Sweden highlights benefits of gender equality to General Assembly

23 September 2011

Gender equality is not just a basic human right but smart economics, Sweden’s Prime Minister Fredrik Reinfeldt said at the United Nations today, stressing that closing the gap between men and women in employment will have huge beneficial implications for the global economy.

“It would boost American GDP [gross domestic product] by as much as 9 per cent, [the] Euro-zone by 13 per cent and Japanese GDP by 16 per cent,” said Mr. Reinfeldt in his address to the third day of the General Assembly’s annual general debate.

An estimated 3.5 billion women and girls are denied their socio-economic rights across the world yet they perform 66 per cent of the work and produce 50 per cent of the food, according to Mr. Reinfeldt.

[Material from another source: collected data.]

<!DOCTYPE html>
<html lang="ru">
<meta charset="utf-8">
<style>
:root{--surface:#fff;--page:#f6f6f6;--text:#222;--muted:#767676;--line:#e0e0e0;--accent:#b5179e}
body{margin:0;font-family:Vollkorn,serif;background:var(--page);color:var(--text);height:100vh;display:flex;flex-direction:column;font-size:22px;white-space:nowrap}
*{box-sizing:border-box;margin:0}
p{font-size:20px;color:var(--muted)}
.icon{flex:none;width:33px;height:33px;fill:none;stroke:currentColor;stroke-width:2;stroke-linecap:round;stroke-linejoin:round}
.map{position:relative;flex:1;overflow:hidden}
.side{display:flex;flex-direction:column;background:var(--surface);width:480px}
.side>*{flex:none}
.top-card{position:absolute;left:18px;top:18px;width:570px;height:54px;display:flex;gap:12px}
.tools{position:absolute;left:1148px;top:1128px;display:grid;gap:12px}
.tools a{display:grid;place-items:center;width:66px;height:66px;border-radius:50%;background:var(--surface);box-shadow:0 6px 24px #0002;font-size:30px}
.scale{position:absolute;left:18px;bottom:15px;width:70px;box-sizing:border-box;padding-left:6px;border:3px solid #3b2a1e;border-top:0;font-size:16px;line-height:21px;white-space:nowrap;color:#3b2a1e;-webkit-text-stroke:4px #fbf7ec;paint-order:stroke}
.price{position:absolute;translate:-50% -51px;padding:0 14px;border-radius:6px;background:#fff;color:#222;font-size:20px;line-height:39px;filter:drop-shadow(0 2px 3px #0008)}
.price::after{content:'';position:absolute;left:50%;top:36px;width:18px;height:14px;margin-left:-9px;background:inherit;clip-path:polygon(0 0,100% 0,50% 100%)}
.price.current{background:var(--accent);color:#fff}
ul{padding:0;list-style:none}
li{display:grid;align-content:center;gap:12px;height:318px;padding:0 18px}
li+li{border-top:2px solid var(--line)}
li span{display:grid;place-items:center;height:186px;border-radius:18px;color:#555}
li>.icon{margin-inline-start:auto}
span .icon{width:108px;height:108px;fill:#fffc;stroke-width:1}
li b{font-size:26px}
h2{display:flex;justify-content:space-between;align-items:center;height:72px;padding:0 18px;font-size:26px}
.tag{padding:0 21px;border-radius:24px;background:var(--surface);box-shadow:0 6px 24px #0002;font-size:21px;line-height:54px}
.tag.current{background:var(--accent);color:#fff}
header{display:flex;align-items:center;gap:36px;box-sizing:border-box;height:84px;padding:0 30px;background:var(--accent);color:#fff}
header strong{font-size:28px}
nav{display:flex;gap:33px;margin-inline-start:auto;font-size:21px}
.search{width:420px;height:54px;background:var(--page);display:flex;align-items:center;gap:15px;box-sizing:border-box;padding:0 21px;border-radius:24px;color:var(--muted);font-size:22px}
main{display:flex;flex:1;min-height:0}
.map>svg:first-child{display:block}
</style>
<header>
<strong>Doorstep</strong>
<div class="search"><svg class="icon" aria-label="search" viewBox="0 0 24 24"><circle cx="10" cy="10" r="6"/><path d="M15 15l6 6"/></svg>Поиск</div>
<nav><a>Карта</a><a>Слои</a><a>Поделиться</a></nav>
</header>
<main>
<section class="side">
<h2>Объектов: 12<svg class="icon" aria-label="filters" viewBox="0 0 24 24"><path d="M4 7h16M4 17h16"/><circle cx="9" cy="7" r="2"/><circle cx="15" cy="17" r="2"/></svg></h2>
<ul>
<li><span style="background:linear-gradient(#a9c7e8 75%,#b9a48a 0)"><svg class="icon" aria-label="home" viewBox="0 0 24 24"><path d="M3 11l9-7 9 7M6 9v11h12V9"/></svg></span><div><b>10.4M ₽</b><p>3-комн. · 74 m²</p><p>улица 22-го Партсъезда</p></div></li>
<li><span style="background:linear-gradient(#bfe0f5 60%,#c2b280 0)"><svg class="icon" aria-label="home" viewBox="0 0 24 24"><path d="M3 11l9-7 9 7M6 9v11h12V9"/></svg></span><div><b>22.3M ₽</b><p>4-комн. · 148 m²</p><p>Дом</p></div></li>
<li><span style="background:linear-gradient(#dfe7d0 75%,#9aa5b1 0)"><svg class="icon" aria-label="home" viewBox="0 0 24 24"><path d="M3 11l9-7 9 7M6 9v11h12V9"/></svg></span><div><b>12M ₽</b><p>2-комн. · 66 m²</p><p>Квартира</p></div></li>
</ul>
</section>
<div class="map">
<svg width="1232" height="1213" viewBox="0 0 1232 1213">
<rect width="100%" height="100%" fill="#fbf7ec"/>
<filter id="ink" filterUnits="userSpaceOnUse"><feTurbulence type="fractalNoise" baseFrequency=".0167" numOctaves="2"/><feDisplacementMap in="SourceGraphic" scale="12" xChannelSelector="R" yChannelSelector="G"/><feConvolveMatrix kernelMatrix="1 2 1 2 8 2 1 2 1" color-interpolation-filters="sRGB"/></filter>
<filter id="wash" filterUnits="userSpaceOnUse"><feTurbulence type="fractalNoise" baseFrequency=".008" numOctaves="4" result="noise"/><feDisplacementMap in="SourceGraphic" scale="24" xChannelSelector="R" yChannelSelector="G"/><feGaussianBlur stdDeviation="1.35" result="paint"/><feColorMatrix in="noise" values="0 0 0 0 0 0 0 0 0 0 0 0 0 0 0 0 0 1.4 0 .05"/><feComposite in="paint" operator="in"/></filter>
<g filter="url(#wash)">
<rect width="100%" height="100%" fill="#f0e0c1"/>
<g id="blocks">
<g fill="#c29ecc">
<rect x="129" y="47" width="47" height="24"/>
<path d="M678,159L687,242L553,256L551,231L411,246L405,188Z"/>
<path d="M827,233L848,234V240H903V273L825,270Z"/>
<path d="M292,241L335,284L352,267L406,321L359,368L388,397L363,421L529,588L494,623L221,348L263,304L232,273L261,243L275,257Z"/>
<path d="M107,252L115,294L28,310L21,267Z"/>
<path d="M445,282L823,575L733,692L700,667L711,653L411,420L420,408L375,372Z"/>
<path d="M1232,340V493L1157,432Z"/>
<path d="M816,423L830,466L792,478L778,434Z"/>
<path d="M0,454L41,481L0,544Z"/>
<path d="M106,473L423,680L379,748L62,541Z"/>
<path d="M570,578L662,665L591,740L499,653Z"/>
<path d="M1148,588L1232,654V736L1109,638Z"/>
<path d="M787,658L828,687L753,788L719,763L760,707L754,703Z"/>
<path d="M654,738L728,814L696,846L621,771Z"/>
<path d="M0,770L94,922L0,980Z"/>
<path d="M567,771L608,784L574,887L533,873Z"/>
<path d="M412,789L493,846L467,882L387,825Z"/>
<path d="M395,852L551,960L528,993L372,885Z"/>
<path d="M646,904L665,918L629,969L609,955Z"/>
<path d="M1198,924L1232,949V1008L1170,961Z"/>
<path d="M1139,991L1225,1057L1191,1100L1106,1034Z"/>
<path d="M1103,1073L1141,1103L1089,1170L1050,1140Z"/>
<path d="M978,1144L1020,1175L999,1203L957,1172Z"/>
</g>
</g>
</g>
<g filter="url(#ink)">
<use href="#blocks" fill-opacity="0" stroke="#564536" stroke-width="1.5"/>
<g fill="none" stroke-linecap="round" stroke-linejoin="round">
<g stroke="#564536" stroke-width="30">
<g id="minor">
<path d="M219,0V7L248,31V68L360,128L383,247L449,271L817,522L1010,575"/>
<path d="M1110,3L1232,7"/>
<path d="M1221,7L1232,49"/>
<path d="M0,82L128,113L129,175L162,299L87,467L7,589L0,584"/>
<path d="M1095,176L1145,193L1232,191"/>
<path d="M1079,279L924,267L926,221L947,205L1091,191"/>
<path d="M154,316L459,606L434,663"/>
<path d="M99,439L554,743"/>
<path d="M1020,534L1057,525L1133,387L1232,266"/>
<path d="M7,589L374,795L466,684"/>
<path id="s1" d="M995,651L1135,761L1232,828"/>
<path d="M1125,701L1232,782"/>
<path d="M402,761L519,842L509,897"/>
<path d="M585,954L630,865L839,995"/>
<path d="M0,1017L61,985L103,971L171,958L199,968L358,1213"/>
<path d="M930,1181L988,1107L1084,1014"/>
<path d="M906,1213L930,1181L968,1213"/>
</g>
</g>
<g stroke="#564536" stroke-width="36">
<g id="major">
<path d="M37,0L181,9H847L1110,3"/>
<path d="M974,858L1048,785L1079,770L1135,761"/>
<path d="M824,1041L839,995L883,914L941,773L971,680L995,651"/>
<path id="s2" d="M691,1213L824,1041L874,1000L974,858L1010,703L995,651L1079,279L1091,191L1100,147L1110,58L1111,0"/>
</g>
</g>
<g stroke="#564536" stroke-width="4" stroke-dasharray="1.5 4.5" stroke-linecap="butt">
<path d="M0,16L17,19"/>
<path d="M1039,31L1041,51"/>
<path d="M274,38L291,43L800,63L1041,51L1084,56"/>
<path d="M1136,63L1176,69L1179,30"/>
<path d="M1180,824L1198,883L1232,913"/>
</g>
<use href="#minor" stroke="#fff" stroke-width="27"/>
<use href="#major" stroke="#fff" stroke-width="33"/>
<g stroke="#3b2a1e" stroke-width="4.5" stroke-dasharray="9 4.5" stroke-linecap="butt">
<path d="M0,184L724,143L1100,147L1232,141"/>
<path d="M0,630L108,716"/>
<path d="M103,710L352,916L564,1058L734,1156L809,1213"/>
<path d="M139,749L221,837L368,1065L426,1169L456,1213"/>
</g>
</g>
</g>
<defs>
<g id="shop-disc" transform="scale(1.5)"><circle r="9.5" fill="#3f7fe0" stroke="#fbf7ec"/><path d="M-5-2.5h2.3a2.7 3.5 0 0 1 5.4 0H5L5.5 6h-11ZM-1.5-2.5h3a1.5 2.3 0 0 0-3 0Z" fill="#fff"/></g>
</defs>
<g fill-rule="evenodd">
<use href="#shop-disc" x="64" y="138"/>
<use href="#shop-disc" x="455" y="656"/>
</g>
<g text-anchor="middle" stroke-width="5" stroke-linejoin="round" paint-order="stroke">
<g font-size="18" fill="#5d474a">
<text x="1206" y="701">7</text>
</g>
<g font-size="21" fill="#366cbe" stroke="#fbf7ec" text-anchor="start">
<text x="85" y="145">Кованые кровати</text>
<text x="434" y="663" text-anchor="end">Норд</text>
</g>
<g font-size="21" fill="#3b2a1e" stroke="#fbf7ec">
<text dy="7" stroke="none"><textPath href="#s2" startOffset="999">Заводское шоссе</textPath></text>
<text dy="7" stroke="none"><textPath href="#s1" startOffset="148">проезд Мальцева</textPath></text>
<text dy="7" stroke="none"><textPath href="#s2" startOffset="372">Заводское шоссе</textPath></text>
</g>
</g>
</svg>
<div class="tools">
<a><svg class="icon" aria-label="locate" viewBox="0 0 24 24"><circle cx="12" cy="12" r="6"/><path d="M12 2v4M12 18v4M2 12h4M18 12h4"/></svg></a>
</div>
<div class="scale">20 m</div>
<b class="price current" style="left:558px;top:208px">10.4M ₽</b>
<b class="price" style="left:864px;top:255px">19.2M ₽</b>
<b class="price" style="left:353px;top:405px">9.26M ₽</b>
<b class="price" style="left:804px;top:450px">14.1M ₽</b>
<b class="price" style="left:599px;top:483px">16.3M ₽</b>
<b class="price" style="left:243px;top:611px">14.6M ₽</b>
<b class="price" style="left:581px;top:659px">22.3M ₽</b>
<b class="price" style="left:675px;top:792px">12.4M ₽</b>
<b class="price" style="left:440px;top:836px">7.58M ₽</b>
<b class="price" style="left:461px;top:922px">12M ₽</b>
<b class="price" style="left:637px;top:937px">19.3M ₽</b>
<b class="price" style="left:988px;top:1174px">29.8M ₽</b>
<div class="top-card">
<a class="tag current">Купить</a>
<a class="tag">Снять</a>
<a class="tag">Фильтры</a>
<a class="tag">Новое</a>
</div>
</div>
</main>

Increased gender equality is an investment for the future, he noted. Evidence from a range of countries showed that when women take greater control of household income, more money was spent on children’s needs including food, health and education.

When women played a role in society by shaping institutions and being active in politics and business, there were improvements in the public good and less corruption.

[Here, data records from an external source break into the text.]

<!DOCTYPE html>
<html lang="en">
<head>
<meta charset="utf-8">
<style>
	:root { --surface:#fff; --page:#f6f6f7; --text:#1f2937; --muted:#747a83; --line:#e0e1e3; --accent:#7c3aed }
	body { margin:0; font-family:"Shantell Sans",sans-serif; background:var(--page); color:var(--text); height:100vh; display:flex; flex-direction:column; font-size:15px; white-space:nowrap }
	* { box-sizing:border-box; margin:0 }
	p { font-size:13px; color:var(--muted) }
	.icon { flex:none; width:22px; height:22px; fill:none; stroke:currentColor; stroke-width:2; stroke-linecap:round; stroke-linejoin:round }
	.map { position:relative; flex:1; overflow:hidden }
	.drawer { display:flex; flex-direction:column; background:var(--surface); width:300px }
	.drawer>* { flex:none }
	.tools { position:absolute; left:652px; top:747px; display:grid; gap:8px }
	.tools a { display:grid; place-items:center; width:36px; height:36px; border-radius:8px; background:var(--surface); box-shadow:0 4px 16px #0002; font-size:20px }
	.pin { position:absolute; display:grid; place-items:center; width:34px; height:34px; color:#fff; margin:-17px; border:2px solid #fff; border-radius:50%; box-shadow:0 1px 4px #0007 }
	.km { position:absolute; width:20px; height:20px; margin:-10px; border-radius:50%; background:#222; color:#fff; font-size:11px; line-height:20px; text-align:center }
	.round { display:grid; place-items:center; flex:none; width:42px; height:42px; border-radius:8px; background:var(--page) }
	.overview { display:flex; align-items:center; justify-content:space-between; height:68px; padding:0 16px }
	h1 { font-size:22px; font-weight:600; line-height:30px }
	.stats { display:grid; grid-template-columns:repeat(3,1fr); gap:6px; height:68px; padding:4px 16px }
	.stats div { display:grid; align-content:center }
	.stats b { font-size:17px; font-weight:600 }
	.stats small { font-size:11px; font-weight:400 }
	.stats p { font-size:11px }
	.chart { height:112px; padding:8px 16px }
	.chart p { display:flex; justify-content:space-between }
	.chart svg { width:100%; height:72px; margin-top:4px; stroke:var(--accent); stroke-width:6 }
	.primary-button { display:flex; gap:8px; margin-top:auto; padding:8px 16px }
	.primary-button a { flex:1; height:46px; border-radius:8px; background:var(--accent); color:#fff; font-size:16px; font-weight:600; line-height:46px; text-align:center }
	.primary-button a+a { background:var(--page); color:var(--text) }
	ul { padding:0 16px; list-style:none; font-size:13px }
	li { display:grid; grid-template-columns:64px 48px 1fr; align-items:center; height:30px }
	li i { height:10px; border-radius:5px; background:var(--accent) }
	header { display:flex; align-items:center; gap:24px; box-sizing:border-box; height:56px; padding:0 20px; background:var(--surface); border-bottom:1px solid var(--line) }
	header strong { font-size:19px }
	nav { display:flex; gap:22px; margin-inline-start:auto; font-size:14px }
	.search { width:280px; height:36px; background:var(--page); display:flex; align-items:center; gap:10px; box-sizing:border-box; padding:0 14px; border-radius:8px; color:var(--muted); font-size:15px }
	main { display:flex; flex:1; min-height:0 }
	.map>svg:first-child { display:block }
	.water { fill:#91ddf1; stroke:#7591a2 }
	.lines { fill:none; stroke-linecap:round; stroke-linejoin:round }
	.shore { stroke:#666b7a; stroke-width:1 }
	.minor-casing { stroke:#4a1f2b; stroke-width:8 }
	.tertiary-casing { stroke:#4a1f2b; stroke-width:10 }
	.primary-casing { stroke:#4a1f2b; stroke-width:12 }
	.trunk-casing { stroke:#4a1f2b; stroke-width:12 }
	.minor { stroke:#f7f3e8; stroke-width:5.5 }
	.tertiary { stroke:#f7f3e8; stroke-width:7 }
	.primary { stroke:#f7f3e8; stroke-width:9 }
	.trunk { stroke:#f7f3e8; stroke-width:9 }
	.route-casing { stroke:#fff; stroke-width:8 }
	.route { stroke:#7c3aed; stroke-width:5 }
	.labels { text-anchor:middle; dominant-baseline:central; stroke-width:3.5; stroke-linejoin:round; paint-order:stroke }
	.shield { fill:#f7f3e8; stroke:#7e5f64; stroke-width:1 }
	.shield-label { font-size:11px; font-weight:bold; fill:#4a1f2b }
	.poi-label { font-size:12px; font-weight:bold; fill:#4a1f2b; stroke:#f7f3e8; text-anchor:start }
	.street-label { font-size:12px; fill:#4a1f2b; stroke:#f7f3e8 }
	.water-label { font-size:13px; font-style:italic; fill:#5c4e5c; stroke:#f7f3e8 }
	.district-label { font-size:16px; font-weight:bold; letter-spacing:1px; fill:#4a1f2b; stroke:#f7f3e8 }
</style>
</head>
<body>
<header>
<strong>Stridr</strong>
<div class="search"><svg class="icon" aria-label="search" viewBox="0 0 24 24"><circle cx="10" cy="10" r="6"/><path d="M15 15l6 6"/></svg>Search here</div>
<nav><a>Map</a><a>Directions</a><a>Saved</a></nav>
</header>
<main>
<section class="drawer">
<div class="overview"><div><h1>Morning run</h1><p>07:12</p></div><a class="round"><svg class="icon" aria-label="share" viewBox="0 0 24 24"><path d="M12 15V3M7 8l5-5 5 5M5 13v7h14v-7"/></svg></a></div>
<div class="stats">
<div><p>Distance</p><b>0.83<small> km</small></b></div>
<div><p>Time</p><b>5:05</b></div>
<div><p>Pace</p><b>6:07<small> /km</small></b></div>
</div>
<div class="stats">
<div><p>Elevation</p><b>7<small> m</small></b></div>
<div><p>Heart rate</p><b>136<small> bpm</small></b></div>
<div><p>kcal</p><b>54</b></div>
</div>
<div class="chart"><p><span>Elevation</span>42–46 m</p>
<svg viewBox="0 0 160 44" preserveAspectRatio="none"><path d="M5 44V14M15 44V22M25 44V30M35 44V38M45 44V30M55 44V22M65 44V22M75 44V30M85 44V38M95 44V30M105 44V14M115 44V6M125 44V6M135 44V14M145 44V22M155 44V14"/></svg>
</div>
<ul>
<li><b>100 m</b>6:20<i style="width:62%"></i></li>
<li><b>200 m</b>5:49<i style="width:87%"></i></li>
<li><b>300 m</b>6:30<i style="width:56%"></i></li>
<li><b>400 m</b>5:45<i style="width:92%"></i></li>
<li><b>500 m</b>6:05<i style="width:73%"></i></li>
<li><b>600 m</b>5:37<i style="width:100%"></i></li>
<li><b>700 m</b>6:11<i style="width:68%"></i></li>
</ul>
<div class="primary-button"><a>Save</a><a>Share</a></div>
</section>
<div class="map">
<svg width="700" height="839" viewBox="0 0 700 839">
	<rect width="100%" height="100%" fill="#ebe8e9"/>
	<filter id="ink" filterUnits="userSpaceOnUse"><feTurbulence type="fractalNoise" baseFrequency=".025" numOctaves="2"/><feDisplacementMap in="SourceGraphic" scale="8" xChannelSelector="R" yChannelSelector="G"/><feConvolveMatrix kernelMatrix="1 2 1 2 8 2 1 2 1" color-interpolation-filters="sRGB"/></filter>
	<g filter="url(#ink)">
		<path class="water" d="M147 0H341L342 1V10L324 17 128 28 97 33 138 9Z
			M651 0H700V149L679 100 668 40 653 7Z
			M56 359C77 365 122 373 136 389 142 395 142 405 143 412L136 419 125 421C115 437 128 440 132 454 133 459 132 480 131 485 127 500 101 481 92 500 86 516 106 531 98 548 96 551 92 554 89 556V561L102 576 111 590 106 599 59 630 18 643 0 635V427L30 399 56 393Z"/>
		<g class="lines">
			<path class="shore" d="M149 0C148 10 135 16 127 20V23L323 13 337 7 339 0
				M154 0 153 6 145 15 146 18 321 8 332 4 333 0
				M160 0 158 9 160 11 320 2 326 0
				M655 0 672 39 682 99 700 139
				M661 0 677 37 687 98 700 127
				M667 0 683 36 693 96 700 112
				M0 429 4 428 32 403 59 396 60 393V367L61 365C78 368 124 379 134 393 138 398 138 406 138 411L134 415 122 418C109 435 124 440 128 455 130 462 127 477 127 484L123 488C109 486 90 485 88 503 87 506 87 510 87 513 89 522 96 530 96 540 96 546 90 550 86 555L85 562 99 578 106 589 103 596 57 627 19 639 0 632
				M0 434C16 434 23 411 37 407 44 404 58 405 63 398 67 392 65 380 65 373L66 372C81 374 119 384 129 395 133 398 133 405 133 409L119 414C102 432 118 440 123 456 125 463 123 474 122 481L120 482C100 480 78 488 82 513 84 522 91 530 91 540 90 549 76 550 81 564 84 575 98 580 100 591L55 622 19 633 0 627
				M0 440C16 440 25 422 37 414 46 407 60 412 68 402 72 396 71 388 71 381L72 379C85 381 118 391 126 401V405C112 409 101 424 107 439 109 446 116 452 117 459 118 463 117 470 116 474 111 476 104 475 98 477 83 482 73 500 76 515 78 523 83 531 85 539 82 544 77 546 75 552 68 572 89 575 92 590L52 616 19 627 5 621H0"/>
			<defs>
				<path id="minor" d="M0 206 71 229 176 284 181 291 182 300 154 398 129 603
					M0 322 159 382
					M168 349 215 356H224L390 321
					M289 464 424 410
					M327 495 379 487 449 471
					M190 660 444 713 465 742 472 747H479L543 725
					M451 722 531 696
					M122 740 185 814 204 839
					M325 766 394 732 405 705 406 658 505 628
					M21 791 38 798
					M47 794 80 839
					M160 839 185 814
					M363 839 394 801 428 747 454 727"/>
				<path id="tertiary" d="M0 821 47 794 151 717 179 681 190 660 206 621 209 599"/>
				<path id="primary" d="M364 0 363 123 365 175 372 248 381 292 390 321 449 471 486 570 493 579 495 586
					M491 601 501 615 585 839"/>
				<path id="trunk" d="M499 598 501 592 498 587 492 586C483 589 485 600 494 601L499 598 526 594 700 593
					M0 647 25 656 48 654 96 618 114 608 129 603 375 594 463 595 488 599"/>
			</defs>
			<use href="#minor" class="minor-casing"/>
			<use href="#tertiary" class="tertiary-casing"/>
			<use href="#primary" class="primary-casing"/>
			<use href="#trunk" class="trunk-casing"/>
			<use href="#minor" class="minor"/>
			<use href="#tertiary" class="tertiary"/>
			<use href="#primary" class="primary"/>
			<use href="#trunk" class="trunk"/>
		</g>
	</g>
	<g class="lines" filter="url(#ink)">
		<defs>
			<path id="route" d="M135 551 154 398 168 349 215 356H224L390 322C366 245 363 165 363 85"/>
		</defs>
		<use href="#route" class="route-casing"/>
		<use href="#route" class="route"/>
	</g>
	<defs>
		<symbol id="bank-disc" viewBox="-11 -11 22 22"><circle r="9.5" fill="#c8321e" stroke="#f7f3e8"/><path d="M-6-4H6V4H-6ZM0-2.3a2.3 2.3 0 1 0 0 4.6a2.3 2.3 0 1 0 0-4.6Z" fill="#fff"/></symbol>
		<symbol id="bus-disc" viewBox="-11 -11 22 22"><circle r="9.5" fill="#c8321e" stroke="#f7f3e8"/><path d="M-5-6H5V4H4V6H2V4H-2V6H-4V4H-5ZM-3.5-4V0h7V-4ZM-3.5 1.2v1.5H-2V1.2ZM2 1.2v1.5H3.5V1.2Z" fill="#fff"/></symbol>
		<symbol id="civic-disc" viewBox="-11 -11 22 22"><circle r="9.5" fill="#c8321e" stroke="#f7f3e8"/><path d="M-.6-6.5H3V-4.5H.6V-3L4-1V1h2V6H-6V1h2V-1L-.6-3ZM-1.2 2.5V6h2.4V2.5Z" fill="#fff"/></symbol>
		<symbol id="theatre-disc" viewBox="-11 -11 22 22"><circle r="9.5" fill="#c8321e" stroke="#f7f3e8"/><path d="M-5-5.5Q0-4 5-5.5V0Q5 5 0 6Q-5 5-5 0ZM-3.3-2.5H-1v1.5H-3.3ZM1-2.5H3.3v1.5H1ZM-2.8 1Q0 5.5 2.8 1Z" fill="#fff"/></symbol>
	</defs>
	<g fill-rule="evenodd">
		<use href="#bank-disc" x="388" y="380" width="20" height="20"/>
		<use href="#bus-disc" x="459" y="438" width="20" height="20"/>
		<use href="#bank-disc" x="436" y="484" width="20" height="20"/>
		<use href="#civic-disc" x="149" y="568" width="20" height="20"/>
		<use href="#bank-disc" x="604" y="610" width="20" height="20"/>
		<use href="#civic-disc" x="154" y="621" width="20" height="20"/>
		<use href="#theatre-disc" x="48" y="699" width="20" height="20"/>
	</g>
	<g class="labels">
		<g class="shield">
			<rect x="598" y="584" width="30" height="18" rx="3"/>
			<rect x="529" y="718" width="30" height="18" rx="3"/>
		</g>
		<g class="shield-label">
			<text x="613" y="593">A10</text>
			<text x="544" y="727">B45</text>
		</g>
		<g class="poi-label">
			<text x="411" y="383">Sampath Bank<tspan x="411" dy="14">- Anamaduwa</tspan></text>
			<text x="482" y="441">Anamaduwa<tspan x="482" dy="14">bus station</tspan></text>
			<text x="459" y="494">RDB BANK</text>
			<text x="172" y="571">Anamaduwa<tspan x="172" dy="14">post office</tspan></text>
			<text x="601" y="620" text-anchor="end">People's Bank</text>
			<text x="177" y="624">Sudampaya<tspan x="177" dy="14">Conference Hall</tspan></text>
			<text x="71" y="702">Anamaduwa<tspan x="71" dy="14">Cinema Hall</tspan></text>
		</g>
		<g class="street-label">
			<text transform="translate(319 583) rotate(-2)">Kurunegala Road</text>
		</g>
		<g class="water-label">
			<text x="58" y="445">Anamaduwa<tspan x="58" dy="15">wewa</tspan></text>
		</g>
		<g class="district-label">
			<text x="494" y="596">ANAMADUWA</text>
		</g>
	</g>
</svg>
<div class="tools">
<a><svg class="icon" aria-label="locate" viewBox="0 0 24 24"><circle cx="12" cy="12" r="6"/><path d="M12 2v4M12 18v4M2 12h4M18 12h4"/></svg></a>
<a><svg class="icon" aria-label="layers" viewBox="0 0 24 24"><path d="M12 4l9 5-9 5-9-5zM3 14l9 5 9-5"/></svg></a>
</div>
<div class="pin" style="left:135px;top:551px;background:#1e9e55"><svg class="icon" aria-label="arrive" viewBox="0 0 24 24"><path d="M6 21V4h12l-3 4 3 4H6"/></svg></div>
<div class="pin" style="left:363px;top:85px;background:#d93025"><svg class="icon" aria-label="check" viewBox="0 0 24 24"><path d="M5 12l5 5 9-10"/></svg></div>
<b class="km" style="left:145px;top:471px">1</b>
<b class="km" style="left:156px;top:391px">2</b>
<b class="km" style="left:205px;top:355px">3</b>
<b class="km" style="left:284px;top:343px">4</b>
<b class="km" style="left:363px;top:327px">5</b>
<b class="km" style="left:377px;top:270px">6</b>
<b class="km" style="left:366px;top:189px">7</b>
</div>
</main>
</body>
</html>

“In short, I see gender equality not as a crucial human rights issue, but also a question of smart economics.

“I would urge all representatives sitting in this room: Imagine what it would mean in terms of economic growth for your countries if women were allowed to fully participate in society.”

The Swedish leader also stressed that the UN must play a leading role in embracing and maintaining the emerging progress towards democracy and freedom of expression in parts of the world where civil liberties have been suppressed.